Esports betting has been declared the next major vertical so many times that the proclamation has lost most of its force. The markets exist. The audiences exist. Yet the metrics that matter to a sportsbook's commercial team — session length, bet frequency, retention cohorts — consistently trail those of comparable traditional sports verticals. That gap deserves a harder look than the industry has been willing to give it.
The Availability Illusion
Most major licensed sportsbooks in regulated markets — from those holding UKGC operating licences to New Jersey Division of Gaming Enforcement-approved platforms — now carry esports odds. On paper, that looks like progress. In practice, it often amounts to a thin layer of markets bolted onto a product built for football and basketball. The result is an experience that satisfies neither the casual viewer nor the serious esports fan.
The structural issue is that esports titles operate on fundamentally different timing cadences than traditional sports. A League of Legends match can run 25 minutes or 55 minutes; a Counter-Strike series is non-linear in ways that standard in-play pricing engines weren't designed to handle. When operators feed esports events through the same trading and pricing infrastructure they use for Premier League fixtures, the in-play offering becomes shallow — sometimes just a handful of markets that close well before the action reaches its peak tension. For an audience conditioned by live streaming and real-time data overlays, that's a noticeable downgrade.
Data Integrity and the Pricing Gap
The reliability of the underlying data stream compounds the problem. Traditional sports benefit from decades of investment in official data partnerships — relationships the major leagues have actively commercialized, giving licensed operators clean, low-latency feeds with clear governance. Esports data infrastructure is more fragmented. While titles like Dota 2 and CS2 expose rich real-time APIs, the commercial and contractual frameworks for monetizing that data within a regulated betting context remain inconsistent across publishers.

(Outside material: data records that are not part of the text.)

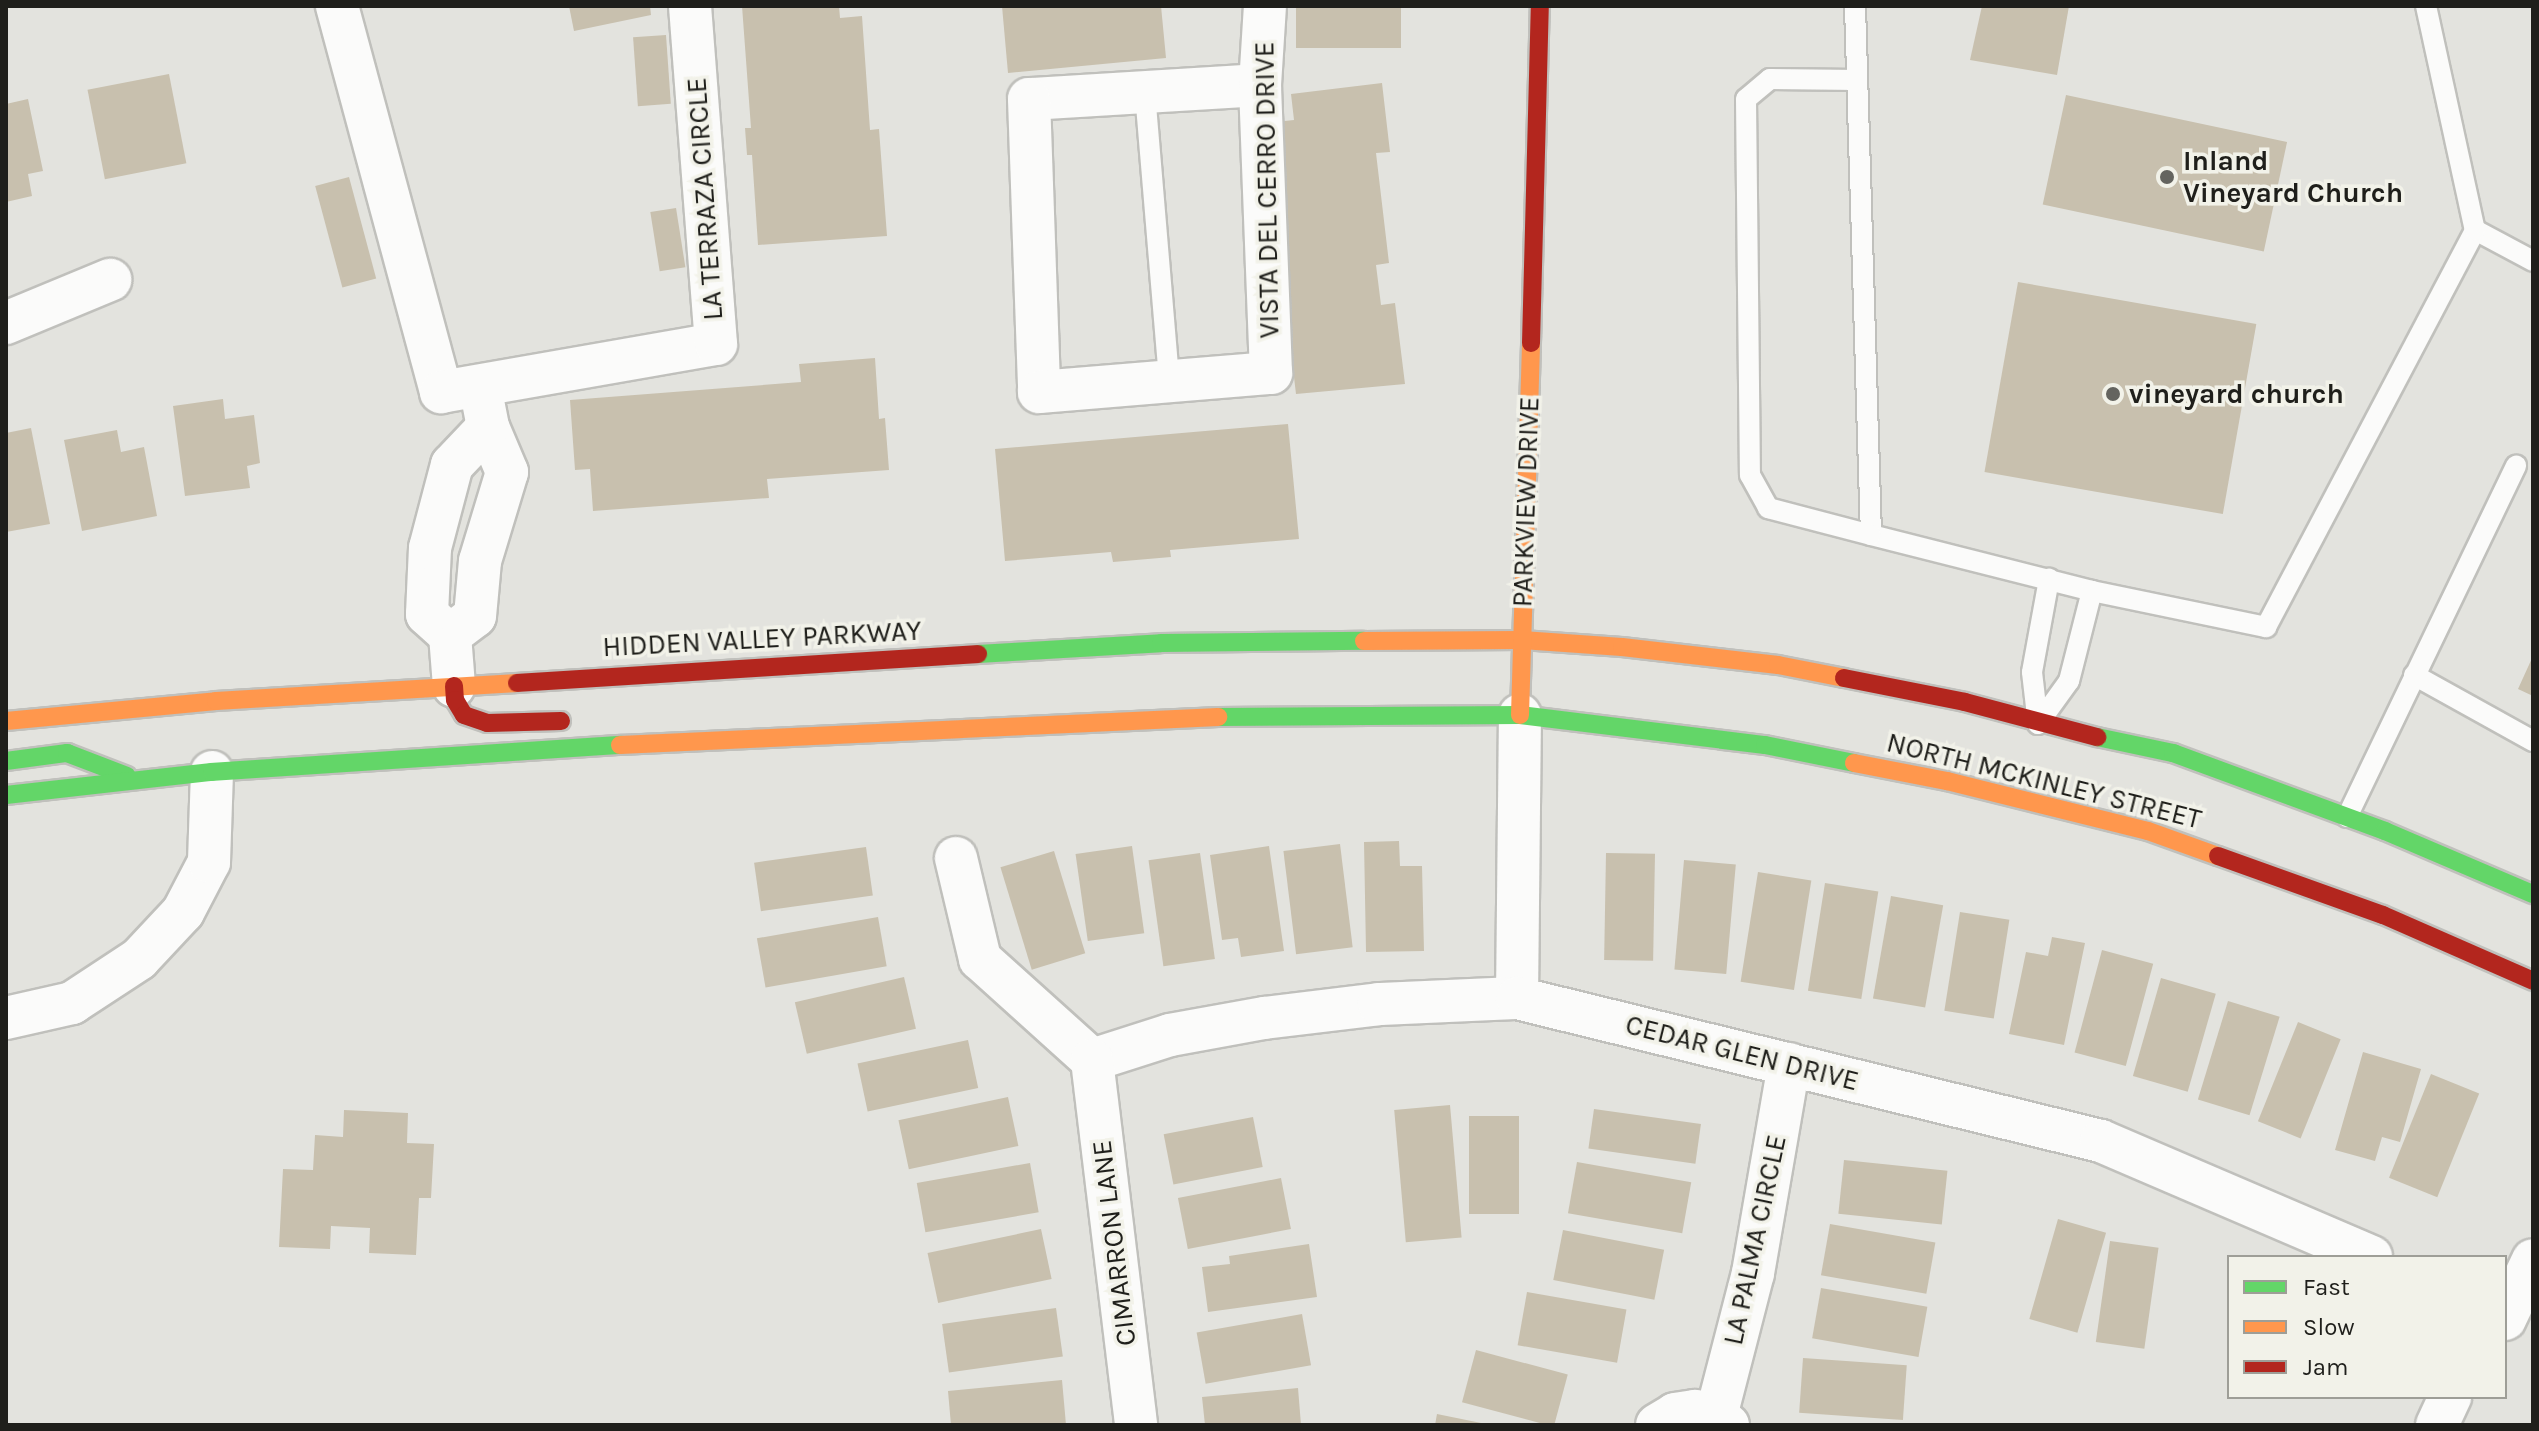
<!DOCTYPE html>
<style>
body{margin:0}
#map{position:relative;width:2539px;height:1431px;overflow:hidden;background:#e3e3de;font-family:Karla,sans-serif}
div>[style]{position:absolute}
.building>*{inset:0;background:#c8c0ae;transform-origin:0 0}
.roads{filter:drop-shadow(2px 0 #c0c0bc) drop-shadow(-2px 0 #c0c0bc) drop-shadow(0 2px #c0c0bc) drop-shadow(0 -2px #c0c0bc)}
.lane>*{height:20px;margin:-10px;padding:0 10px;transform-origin:10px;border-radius:10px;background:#fbfbfa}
.street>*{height:42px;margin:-21px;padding:0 21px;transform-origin:21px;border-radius:21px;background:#fbfbfa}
.fast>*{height:18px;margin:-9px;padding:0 9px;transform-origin:9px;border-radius:9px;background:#63d668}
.slow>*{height:18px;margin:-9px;padding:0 9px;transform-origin:9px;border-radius:9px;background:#ff974d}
.jam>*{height:18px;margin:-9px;padding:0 9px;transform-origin:9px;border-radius:9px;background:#b3261e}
.dots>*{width:22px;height:22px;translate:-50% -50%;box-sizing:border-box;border:4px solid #f2f2e9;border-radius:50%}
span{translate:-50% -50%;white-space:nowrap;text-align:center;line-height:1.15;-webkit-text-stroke:7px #f2f2e9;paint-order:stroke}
.poi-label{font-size:28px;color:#1f1f1b;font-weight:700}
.left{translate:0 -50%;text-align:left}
.street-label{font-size:28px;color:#1f1f1b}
.frame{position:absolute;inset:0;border:8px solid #1f1f1b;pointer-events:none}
.legend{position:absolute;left:2227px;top:1255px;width:280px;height:144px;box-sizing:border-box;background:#f2f2e9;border:2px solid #9e9e97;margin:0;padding:10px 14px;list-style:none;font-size:24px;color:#1f1f1b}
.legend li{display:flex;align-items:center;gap:16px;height:40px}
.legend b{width:40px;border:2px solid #9e9e97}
</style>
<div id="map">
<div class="building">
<i style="clip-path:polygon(569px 6px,650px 6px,651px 15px,574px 31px)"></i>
<i style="clip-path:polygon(742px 6px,839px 6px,840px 18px,862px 16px,870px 130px,879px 129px,887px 236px,758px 245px,752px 155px,747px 155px,745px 128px,751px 128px)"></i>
<i style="clip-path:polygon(1002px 6px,1161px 6px,1166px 58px,1008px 73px)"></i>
<i style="left:1296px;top:6px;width:105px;height:42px"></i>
<i style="clip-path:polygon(1982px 6px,2069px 6px,2057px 75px,1970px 60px)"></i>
<i style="left:666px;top:35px;width:69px;height:33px;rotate:86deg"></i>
<i style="left:169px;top:74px;width:91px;height:83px;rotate:79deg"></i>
<i style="clip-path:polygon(1382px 83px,1390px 152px,1376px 153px,1389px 263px,1376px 265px,1381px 305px,1395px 303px,1405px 384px,1296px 394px,1276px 225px,1287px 223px,1275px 122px,1294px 120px,1291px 94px)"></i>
<i style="left:2066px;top:95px;width:226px;height:112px;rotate:12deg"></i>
<i style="clip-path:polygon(28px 99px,43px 171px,28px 174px,32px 196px,6px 202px,6px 104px)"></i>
<i style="left:349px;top:177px;width:105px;height:35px;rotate:75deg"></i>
<i style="left:676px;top:208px;width:60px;height:26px;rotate:81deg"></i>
<i style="left:2018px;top:282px;width:242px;height:193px;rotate:10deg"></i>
<i style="clip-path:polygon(875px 358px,879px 419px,885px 418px,889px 470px,767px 479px,769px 498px,593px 511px,590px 469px,575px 470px,570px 400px,801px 382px,799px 364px)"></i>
<i style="clip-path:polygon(223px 399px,225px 419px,254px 415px,260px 463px,247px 466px,250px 488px,185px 496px,173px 406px)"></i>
<i style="clip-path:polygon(1288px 424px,1299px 539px,1170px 550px,1171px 557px,1113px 562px,1111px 552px,1005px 561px,995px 449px)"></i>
<i style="clip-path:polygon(31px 428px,50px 524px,6px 532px,6px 433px)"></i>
<i style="clip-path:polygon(117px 430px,121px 452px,144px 447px,157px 516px,82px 531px,64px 440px)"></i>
<i style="clip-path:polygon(2533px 656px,2533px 696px,2518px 689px)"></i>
<i style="clip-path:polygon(1399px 841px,1400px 866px,1422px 866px,1424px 951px,1366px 952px,1364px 842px)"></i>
<i style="left:1340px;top:844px;width:104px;height:57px;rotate:83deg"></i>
<i style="left:1132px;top:846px;width:88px;height:57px;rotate:82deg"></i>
<i style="clip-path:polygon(1269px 846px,1284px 951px,1241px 957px,1238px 938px,1222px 940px,1210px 855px)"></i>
<i style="left:866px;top:847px;width:49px;height:113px;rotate:82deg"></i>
<i style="left:1054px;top:851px;width:107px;height:56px;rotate:73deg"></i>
<i style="left:1200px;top:853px;width:107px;height:52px;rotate:82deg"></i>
<i style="left:1606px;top:853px;width:49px;height:107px;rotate:1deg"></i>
<i style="left:1684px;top:860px;width:52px;height:110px;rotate:5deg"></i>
<i style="left:1758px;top:872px;width:54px;height:111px;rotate:9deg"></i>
<i style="left:1825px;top:883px;width:54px;height:109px;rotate:9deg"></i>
<i style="left:1891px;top:896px;width:53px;height:104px;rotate:10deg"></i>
<i style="left:1960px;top:912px;width:50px;height:100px;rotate:9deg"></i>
<i style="left:878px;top:917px;width:50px;height:123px;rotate:80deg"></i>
<i style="clip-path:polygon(2052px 937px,2085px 943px,2064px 1045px,2009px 1034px,2026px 952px,2048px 956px)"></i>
<i style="left:2102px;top:950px;width:53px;height:106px;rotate:15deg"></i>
<i style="left:904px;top:977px;width:53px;height:112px;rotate:77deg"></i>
<i style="left:2161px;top:978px;width:57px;height:102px;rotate:16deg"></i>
<i style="left:2228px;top:1001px;width:54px;height:103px;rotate:17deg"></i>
<i style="left:2298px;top:1022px;width:46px;height:107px;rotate:22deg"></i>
<i style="left:968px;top:1040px;width:49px;height:113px;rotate:78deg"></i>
<i style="clip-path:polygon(2363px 1052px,2421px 1069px,2400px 1142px,2382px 1137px,2375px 1161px,2335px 1150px)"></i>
<i style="left:2431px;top:1074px;width:52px;height:112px;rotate:22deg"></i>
<i style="left:1008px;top:1097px;width:50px;height:112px;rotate:78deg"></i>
<i style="left:1450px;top:1105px;width:133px;height:56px;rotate:85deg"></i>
<i style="left:1594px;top:1109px;width:108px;height:40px;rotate:8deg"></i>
<i style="clip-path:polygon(344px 1110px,408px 1113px,407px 1143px,434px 1144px,431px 1198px,419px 1198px,416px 1255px,369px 1253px,370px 1228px,331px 1226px,330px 1249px,279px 1247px,283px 1169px,313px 1170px,315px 1135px,343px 1137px)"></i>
<i style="left:1469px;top:1116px;width:50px;height:98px"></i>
<i style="left:1253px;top:1117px;width:51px;height:91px;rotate:79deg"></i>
<i style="left:1844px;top:1160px;width:104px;height:54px;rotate:6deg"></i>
<i style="left:1577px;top:1162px;width:116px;height:52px;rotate:10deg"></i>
<i style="left:1030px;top:1163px;width:50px;height:115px;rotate:80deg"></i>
<i style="left:1281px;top:1178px;width:52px;height:105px;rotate:79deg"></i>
<i style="left:2058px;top:1219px;width:50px;height:104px;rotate:16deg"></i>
<i style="left:1830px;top:1224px;width:107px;height:52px;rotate:10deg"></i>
<i style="left:1041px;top:1229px;width:51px;height:116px;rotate:78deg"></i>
<i style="left:1563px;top:1230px;width:103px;height:51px;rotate:11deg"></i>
<i style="left:2110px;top:1241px;width:49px;height:102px;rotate:8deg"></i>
<i style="clip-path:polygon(1309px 1244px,1317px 1297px,1208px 1312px,1202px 1267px,1230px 1264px,1229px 1256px)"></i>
<i style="left:1821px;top:1288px;width:108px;height:51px;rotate:10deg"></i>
<i style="left:1527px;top:1292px;width:101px;height:54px;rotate:10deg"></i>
<i style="left:1056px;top:1308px;width:49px;height:115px;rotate:82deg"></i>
<i style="left:1302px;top:1314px;width:52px;height:107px;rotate:80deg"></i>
<i style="left:1476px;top:1350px;width:95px;height:54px;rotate:15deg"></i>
<i style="left:1803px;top:1358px;width:104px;height:55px;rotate:4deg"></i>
<i style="clip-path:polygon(1062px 1380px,1066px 1425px,951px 1425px,948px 1391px)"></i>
<i style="clip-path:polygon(1298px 1388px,1301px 1425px,1205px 1425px,1202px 1397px)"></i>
<i style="clip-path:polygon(1437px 1414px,1486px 1424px,1486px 1425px,1435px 1425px)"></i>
</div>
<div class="roads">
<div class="lane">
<i style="left:1855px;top:6px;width:529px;rotate:88.27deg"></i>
<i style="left:1871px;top:535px;width:228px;rotate:14.2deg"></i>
<i style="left:2092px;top:591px;width:178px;rotate:11.7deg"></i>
<i style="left:2266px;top:627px;width:449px;rotate:-62.2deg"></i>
<i style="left:2475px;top:230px;width:66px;rotate:28.1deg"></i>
<i style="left:2426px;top:6px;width:229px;rotate:77.7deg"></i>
<i style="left:1857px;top:80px;width:87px;rotate:-179.3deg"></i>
<i style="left:1770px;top:79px;width:31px;rotate:140deg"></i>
<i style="left:1746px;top:99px;width:376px;rotate:89.4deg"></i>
<i style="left:1750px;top:475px;width:38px;rotate:61deg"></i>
<i style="left:1768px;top:508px;width:106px;rotate:14.7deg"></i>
<i style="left:1145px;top:93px;width:289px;rotate:85.2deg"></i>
<i style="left:2414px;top:675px;width:136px;rotate:29deg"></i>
<i style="left:2038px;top:724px;width:53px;rotate:-54.2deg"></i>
<i style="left:2069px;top:681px;width:93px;rotate:-75.7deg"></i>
<i style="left:2038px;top:724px;width:52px;rotate:-96.6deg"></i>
<i style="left:2032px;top:672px;width:95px;rotate:-79.6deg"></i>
<i style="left:2347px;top:817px;width:390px;rotate:-64.3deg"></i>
</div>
<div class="street">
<i style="left:337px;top:6px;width:400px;rotate:74.9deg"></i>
<i style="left:441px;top:392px;width:279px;rotate:-9.9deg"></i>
<i style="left:716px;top:344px;width:339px;rotate:-94.4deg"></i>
<i style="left:1260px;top:85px;width:231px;rotate:176.5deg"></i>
<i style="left:1029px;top:99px;width:293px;rotate:88deg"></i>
<i style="left:1039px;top:392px;width:233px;rotate:-4.7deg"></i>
<i style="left:1271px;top:373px;width:288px;rotate:-92.2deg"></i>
<i style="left:1260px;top:85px;width:79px;rotate:-86.4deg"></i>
<i style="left:6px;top:323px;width:113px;rotate:-22.5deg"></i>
<i style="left:450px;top:635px;width:31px;rotate:-37deg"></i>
<i style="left:475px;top:616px;width:55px;rotate:-84.8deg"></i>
<i style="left:480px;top:561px;width:93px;rotate:-73.1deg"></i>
<i style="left:507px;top:472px;width:49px;rotate:-112.9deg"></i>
<i style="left:488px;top:427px;width:26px;rotate:-101deg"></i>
<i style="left:454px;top:686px;width:51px;rotate:-94.5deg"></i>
<i style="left:450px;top:635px;width:31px;rotate:-138deg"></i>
<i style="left:427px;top:614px;width:66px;rotate:-87.4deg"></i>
<i style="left:430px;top:548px;width:86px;rotate:-75.2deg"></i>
<i style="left:452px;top:465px;width:52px;rotate:-46.5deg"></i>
<i style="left:956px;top:858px;width:104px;rotate:76.6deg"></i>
<i style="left:980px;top:959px;width:151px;rotate:42deg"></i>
<i style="left:1517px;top:998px;width:283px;rotate:-89.4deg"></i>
<i style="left:6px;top:1018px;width:68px;rotate:-12.8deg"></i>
<i style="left:72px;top:1003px;width:80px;rotate:-33.3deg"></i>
<i style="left:139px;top:959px;width:64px;rotate:-46.9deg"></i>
<i style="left:183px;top:912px;width:56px;rotate:-62.5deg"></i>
<i style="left:209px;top:862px;width:90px;rotate:-88.1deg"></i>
<i style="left:1092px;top:1060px;width:82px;rotate:-17.8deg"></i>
<i style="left:1170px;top:1035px;width:96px;rotate:-10.3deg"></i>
<i style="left:1264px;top:1018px;width:116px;rotate:-6.9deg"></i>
<i style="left:1379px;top:1004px;width:138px;rotate:-2.5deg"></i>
<i style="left:1517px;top:998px;width:601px;rotate:13.76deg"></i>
<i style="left:2101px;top:1141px;width:294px;rotate:23.2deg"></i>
<i style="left:1092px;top:1060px;width:368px;rotate:83.1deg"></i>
<i style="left:2505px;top:1319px;width:65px;rotate:-64.6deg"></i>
<i style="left:1716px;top:1416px;width:148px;rotate:-75.5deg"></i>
<i style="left:1753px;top:1273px;width:212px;rotate:-80.2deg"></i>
<i style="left:1657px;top:1425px;width:21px;rotate:-31deg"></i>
<i style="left:1675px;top:1414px;width:20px;rotate:-9deg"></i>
<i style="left:1695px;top:1411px;width:22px;rotate:13deg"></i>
<i style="left:1716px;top:1416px;width:15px;rotate:37deg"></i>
<i style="left:2437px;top:1425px;width:31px;rotate:-65deg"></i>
</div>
<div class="fast">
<i style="left:978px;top:654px;width:183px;rotate:-3.4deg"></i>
<i style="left:1161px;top:643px;width:203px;rotate:-0.6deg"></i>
<i style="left:1218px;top:717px;width:302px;rotate:-0.4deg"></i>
<i style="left:1520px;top:715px;width:247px;rotate:7deg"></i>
<i style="left:1765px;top:745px;width:91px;rotate:11.4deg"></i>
<i style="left:2097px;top:737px;width:78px;rotate:11.9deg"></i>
<i style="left:2173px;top:753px;width:226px;rotate:20.2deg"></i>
<i style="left:2385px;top:831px;width:161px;rotate:23.1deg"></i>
<i style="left:6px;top:761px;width:62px;rotate:-7.5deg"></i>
<i style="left:67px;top:753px;width:64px;rotate:21deg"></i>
<i style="left:6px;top:795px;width:207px;rotate:-6.4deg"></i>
<i style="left:212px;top:772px;width:409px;rotate:-3.8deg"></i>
</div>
<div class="slow">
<i style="left:1364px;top:641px;width:158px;rotate:-0.4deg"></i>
<i style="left:1522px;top:640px;width:100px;rotate:4deg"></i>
<i style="left:1622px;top:647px;width:157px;rotate:6.6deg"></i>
<i style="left:1778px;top:665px;width:67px;rotate:11.1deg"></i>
<i style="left:1520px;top:715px;width:372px;rotate:-88.3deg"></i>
<i style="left:6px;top:721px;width:211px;rotate:-5.4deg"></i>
<i style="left:216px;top:701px;width:302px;rotate:-3.4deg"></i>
<i style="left:620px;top:745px;width:599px;rotate:-2.68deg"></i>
<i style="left:1854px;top:763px;width:95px;rotate:11deg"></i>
<i style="left:1947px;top:781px;width:207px;rotate:14deg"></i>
<i style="left:2148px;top:831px;width:74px;rotate:19.7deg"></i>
</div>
<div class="jam">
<i style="left:1531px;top:343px;width:337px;rotate:-88.5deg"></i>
<i style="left:1844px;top:678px;width:123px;rotate:11.2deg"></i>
<i style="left:1965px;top:702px;width:137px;rotate:14.9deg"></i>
<i style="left:517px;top:683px;width:462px;rotate:-3.6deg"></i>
<i style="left:454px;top:686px;width:14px;rotate:86deg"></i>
<i style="left:455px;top:700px;width:17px;rotate:59deg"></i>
<i style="left:464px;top:715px;width:24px;rotate:19deg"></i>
<i style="left:487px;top:723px;width:74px;rotate:-1.5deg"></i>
<i style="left:2218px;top:856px;width:175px;rotate:19.7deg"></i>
<i style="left:2383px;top:915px;width:164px;rotate:23.7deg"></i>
</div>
</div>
<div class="dots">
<i style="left:2167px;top:177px;background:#64645f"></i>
<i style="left:2113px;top:394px;background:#64645f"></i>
</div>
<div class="poi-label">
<span class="left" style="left:2183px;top:177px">Inland<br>Vineyard Church</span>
<span class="left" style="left:2129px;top:394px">vineyard church</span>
</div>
<div class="street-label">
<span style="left:1267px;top:190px;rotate:-91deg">VISTA DEL CERRO DRIVE</span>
<span style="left:705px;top:199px;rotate:-94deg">LA TERRAZA CIRCLE</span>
<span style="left:1526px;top:502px;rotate:-88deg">PARKVIEW DRIVE</span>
<span style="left:762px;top:639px;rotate:-3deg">HIDDEN VALLEY PARKWAY</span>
<span style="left:2044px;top:781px;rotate:14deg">NORTH MCKINLEY STREET</span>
<span style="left:1742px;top:1053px;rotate:14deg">CEDAR GLEN DRIVE</span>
<span style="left:1755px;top:1240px;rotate:-78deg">LA PALMA CIRCLE</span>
<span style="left:1114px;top:1243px;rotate:-97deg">CIMARRON LANE</span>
</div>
<div class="frame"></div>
<ul class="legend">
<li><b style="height:10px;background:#63d668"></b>Fast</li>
<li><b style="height:10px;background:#ff974d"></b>Slow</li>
<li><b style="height:10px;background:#b3261e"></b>Jam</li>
</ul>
</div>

This creates a risk-management headache that trading teams handle conservatively: wider margins, fewer concurrent markets, faster suspension triggers. A senior compliance consultant familiar with MGA-licensed operators noted that esports books routinely suspend in-play markets at moments of peak viewership — precisely when an engaged bettor would expect to find the most liquidity. That conservative posture is commercially rational given the data uncertainty, but it actively undermines the product experience that would drive retention.
Regulators are watching the space carefully. The UK Gambling Commission's 2023 guidance on in-play betting integrity, and ongoing MGA monitoring of fast-market products, create additional incentive for operators to err on the side of suspension rather than exposure. The regulatory environment rewards caution; the audience demands immediacy. That tension won't resolve itself without deliberate product investment.
The Session Architecture Problem
Beyond pricing, there is a session design issue that goes mostly undiscussed. Traditional sports bettors are guided through a session by a cadence of events — kickoffs, half-times, final whistles — that create natural re-engagement moments. Esports viewers experience content differently: they may watch a single match for an hour, follow multiple streams simultaneously, or engage primarily through clips and highlight feeds rather than full broadcasts.
Operators who have thought seriously about this — a small cohort that includes a handful of specialist platforms rather than the mainstream books — have experimented with micro-market structures: round-by-round outcomes in CS2, objective-based props in MOBA titles, kill-line markets that update on a per-minute basis. The engagement data from those experiments is encouraging, but scaling them requires purpose-built trading technology and, critically, publisher cooperation on data rights. Both require capital allocation that most sportsbooks' product roadmaps haven't prioritized.
The U.S. market adds another layer of complexity. As prediction markets and skill-based gaming attract regulatory attention from state-level bodies — and as events like the NEXT Focus: Emerging Verticals summit signal growing C-suite interest in non-traditional verticals — esports betting sits in an awkward regulatory middle ground. It is sports betting under most state frameworks, which means it requires full sportsbook licensure, yet the product expectations of its core audience align more closely with emerging interactive verticals that operate under lighter-touch regimes.
The Takeaway
The esports betting gap is real, persistent, and solvable — but not through marketing. Operators who treat esports as a skin on top of their existing sportsbook will continue to see shallow engagement and poor retention. Closing the gap requires investment in three specific areas: dedicated pricing and trading infrastructure capable of handling non-linear match structures; data partnerships with publishers that provide the latency and reliability needed for competitive in-play markets; and session architecture redesigned around how esports audiences actually consume content.
None of that is cheap, and none of it is fast. The operators most likely to build durable esports betting products are those willing to treat the vertical as a distinct discipline — not a checkbox on a market-coverage spreadsheet. The audience is there. The product, in most cases, is not.